MMMmm.. that is probably due to having Mythtv expand the image by 1 pixel
all around to eliminate the "data line" that otherwise flickers at the
top of the image.

So I've modified the playback profiles to not use "vdpauhqscaling"
on files larger than 1280 (horizontal), and playback is acceptable again.
Too bad one cannot (easily) qualify that to apply only on _interlaced_ content
though, because for non-interlaced there's plenty of leftover horsepower.

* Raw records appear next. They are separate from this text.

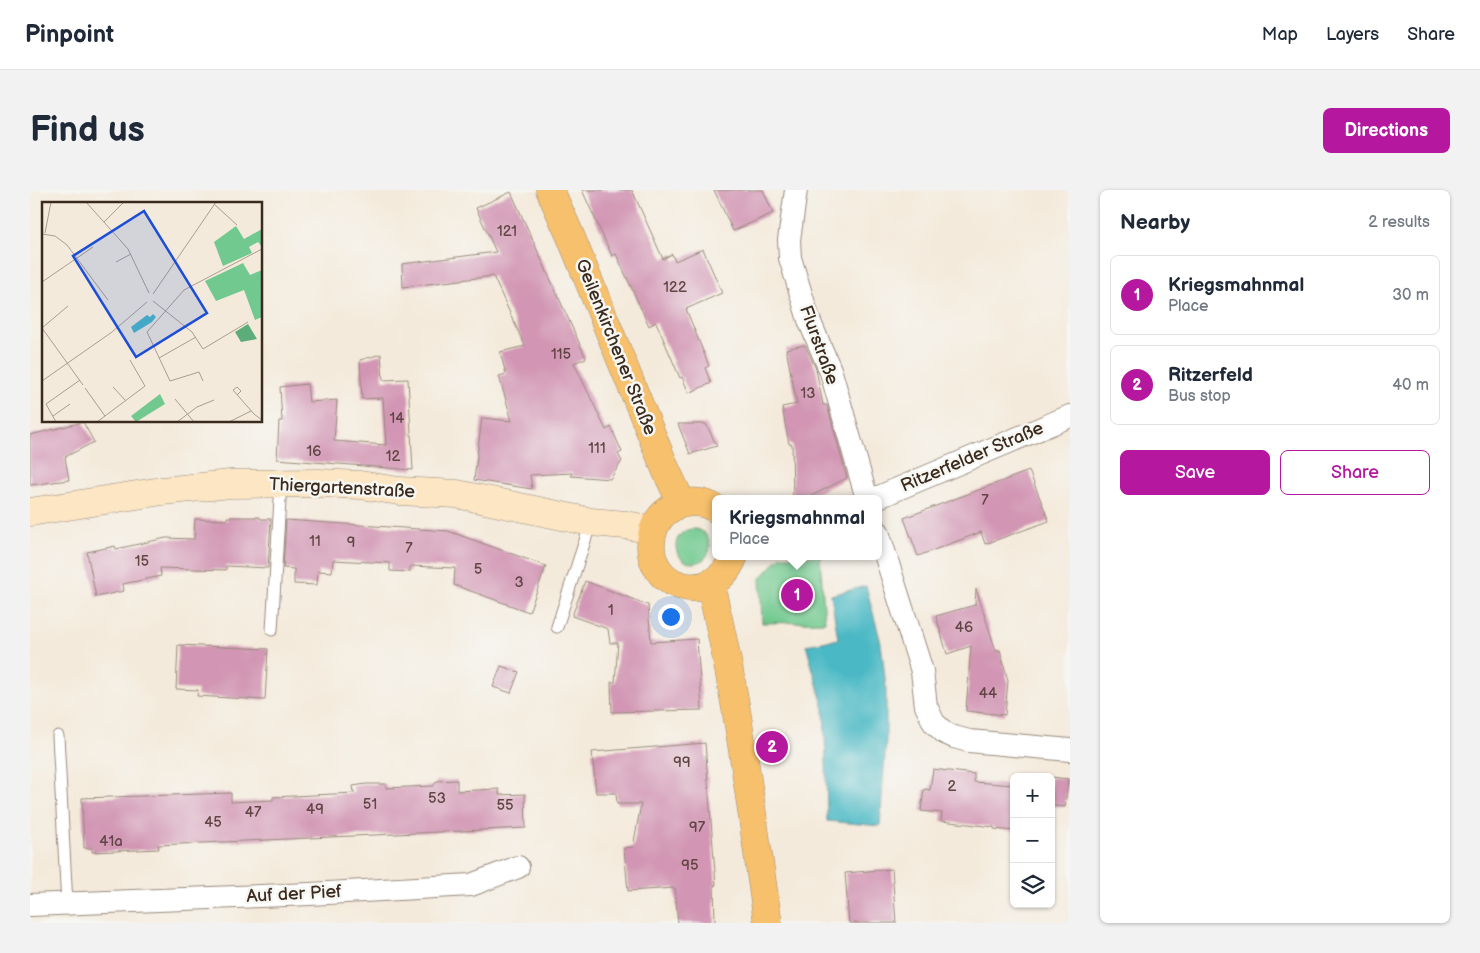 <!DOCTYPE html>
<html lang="en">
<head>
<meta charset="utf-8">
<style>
	:root { --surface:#fff; --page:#f2f2f3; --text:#1f2937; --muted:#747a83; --line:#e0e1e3; --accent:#b5179e }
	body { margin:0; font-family:"Balsamiq Sans",sans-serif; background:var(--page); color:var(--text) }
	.controls { position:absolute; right:15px; bottom:15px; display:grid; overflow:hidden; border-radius:8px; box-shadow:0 1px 4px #0004 }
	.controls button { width:45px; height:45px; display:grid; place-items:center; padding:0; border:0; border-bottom:1px solid var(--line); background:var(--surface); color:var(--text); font:25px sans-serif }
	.you { position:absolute; left:640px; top:426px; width:18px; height:18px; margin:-12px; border:4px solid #fff; border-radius:50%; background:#1a73e8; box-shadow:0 0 0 8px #1a73e833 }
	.badge { display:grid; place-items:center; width:32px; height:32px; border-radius:50%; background:var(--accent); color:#fff; font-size:16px; font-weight:700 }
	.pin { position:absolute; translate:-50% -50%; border:2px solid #fff; box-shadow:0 1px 5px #0006 }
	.popup { position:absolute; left:682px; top:305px; width:170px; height:65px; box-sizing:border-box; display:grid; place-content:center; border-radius:8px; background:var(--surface); filter:drop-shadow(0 1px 4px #0005); font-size:16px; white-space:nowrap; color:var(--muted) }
	.popup b { font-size:19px; color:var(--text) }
	.popup::after { content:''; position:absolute; left:50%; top:100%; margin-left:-10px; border:10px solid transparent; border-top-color:var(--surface) }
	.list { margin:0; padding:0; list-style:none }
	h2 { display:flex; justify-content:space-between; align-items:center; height:65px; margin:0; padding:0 20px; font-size:21px }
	h2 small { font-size:16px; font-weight:400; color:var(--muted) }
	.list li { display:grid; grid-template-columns:32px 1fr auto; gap:15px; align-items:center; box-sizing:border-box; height:80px; margin:0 10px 10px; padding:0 10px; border:1px solid var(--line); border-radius:8px }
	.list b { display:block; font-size:19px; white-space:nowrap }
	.list p { margin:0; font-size:16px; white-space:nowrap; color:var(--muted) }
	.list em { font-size:16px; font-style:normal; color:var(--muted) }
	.actions { display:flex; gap:10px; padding:15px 20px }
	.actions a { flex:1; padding:11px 0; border:1px solid var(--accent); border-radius:8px; text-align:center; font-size:18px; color:var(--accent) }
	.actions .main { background:var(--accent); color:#fff }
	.icon { flex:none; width:28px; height:28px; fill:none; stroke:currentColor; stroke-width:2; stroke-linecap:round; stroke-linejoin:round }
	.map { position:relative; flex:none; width:1040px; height:733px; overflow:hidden; border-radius:8px }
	header { display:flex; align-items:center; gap:30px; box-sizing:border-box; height:70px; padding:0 25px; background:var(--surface); border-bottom:1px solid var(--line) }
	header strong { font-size:24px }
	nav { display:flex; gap:28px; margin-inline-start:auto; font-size:18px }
	.intro { display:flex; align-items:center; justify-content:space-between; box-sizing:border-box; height:120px; padding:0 30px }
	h1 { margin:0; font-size:35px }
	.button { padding:12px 22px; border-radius:8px; background:var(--accent); color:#fff; font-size:18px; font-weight:700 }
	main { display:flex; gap:30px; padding:0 30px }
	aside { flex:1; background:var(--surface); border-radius:8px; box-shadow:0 1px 4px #0004 }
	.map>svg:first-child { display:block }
</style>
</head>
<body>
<header>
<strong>Pinpoint</strong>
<nav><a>Map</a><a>Layers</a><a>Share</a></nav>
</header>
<div class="intro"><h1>Find us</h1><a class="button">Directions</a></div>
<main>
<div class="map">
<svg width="1040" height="733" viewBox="0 0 1040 733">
	<rect width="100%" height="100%" fill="#f6f6f2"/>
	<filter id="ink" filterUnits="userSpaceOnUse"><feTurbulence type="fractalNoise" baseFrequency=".02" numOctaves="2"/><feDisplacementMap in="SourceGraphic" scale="10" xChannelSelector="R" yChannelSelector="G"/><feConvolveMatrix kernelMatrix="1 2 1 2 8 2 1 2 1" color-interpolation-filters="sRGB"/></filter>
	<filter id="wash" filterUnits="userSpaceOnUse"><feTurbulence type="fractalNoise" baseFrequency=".0096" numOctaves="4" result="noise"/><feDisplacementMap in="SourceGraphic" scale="20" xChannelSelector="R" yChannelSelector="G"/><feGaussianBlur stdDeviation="1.12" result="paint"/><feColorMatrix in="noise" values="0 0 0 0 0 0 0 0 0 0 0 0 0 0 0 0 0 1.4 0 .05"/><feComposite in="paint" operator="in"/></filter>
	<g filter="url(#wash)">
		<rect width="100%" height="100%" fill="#f4eadb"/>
		<path fill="#72c98f" stroke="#567a56" d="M646 356a17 17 0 1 1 34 0a17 17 0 1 1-34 0Z
			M751,366H790L795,432L732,433L730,389Z"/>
		<path fill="#4bb9c5" stroke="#437272" d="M836,396L851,453L856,496V550L850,636L797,631L796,574L794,519L776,455L808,449L801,405Z"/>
		<g id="blocks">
			<path fill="#d296b4" d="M552,0H602L633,69L642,64L645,71L673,59L692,103L656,119L679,176L675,178L681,193L659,203L652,187L650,188L626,132L619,136L586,64L582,66Z
				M684,0H733L743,23L703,41Z
				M481,2L556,168L544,173L576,240L581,237L592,262L588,264L592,271L580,289L541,286L542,283L500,285L502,299L444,290L452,228L482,231L469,186L476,184L470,162L495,156L463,86L373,97L372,74L466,62L446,18Z
				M775,155L786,179L793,215H797L817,288L775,309H763L762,254H759L752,217L767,214L756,159Z
				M351,164L353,190L378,189L383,280L247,269L249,231H252L250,197L277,194L279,212L307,210L304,251L356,255L353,208L332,209L330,170Z
				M53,232L64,252L35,267L39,290L0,295V245Z
				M648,234H676L687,256L660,264Z
				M999,281L1019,331L955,354L951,342L888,366L874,328Z
				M197,327H230V329H241L238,378L196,376V380L130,378L131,386L93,394L94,401L66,407L57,362L85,356L86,359L136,348L164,349L165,329L197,330Z
				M256,330L418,341L516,376L499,422L424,395L425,378L380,376V382L360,381V373L303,370L302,382L288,381L287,395L264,394V379L253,378Z
				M555,391L618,415L621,452L667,449L672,520L582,522L581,492H585L588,453H580L578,439L542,426Z
				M946,399L966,461L970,460L978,491L975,525L936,521L941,456L917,464L906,426L945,415Z
				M148,455L238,459L235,510L167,506L168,500L146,499Z
				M471,476L489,482L481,503L463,497Z
				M675,553L686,695H684L685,733H648L645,698L598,701L594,658L603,657L611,614H587L586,603H566L562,562Z
				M903,579L944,584V592L984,595V641L964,639V637L911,631L912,623L891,621L894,599L900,600Z
				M985,584L1018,587H985Z
				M1021,587L1038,589L1035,617L1024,616L1021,618Z
				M427,590V601L469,599V605L495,604L496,638L128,655L129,659L62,662V658H54L52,608L201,603V612L243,610V607L324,603L323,596L336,594H356V598L403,596L407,591Z
				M862,679L866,733H819L815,683Z"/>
		</g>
	</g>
	<g filter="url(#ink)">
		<use href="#blocks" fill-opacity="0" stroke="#988a7c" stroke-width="1"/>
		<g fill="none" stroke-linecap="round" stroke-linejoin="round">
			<defs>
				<path id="service" d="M527,437L561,332
					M242,440L251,293
					M28,546L37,714"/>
				<path id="minor" d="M766,0L759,50L760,68L779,130L801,182L837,309
					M844,309L1040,226
					M848,342L892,481L896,516L904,533L915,543L924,547L939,551L1040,560
					M0,715L280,704L441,695L488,677"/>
				<path id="secondary" d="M0,322L132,301L200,294L289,293L330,295L369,301L427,304L561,332L596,335L623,340"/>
				<path id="primary" d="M520,0L540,45L636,280L652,314
					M686,319C674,311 658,310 645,316C633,322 624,333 622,346C612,398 683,420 704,366
					M680,394C708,505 721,620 738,733"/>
			</defs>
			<use href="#service" stroke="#988a7c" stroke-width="13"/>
			<use href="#minor" stroke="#988a7c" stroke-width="24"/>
			<use href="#secondary" stroke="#988a7c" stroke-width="29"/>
			<use href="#primary" stroke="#988a7c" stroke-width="29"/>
			<use href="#service" stroke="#fff" stroke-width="11"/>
			<use href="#minor" stroke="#fff" stroke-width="22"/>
			<use href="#secondary" stroke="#fce6c4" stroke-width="28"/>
			<use href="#primary" stroke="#f7c06c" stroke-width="28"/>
		</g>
	</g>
	<g text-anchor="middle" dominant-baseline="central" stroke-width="5" stroke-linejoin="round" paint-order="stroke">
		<g font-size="15" fill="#614544">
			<text x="477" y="41">121</text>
			<text x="645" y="97">122</text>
			<text x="531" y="164">115</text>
			<text x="778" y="203">13</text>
			<text x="367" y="228">14</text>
			<text x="567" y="258">111</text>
			<text x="284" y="261">16</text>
			<text x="363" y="266">12</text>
			<text x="955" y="310">7</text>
			<text x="285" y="351">11</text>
			<text x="321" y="352">9</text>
			<text x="379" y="358">7</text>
			<text x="112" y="371">15</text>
			<text x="448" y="379">5</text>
			<text x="489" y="392">3</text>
			<text x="581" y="420">1</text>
			<text x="934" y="437">46</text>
			<text x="958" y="503">44</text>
			<text x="652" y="572">99</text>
			<text x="922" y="596">2</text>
			<text x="407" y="608">53</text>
			<text x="340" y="614">51</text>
			<text x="475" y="615">55</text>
			<text x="285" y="619">49</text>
			<text x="223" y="622">47</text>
			<text x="183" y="632">45</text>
			<text x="667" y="637">97</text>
			<text x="81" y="651">41a</text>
			<text x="660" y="675">95</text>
		</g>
		<g font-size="18" fill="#3b2a1e" stroke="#f6f6f2">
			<text transform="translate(789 155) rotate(70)">Flurstraße</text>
			<text transform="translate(586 157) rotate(68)">Geilenkirchener Straße</text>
			<text transform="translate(942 267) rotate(-23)">Ritzerfelder Straße</text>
			<text transform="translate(312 298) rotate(3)">Thiergartenstraße</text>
			<text transform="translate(264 704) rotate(-3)">Auf der Pief</text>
		</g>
	</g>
	<g transform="translate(12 12)">
		<rect width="220" height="220" fill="#f4eadb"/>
		<path d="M194,24L202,37L220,27V45L216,40L207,45L210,51L181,64L172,40ZM201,61L208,73L220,68V115L213,118L202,88L174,99L163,79ZM118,192L123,202L94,220L89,214Z" fill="#72c98f"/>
		<path d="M206,122L215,137L199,140L193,130Z" fill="#5dad7a"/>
		<path d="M111,112L114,115L110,120L92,131L89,125L105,113L108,115Z" fill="#4bb9c5"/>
		<path fill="none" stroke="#aa9d8f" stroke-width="1" d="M44,0L86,47L107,91M172,2L195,23M62,20L82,0M3,31L9,0M0,32L13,34L25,43L66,98M74,60L89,52M0,80L51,45M111,92L174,0M111,99L150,130L161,147L206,120M0,126L41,183M0,126L26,104M117,156L154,135M0,179L70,130L105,100M161,179L157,170L128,179L105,130L142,88L220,47M71,185L84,199M43,186L63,214M195,193L199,189L195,185L191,188L212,212L220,218M133,197L152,220M11,214L28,202M14,220L4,202L38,178M55,220L103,184L88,158M135,220L155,205L172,198M187,220L209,209"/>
		<path fill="#1d4ed8" fill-opacity="0.15" stroke="#1d4ed8" stroke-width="2.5" d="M102,9L165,111L94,155L31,54Z"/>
		<rect width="220" height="220" fill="none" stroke="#3b2a1e" stroke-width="2.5"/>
	</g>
</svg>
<div class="controls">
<button>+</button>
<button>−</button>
<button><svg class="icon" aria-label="layers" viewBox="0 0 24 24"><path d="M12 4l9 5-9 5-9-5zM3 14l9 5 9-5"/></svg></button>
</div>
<div class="you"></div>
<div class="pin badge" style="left:767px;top:405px">1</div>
<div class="popup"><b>Kriegsmahnmal</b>Place</div>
<div class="pin badge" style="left:742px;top:557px">2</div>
</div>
<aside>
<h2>Nearby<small>2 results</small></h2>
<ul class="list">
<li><span class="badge">1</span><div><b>Kriegsmahnmal</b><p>Place</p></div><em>30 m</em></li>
<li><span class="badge">2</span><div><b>Ritzerfeld</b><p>Bus stop</p></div><em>40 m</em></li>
</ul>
<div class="actions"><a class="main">Save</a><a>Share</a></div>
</aside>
</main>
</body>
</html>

My Atom-2 machines also cannot use vdpauhqscaling for HD files,
but I didn't really expect that from a full 16X PCIe GT430 card.

It's a crying shame that Nvidia cripples the Fermi processors so much
(artificially in the drivers, to prevent use of cheap "consumer" hardware
in what are intended to be high-end expensive systems etc..).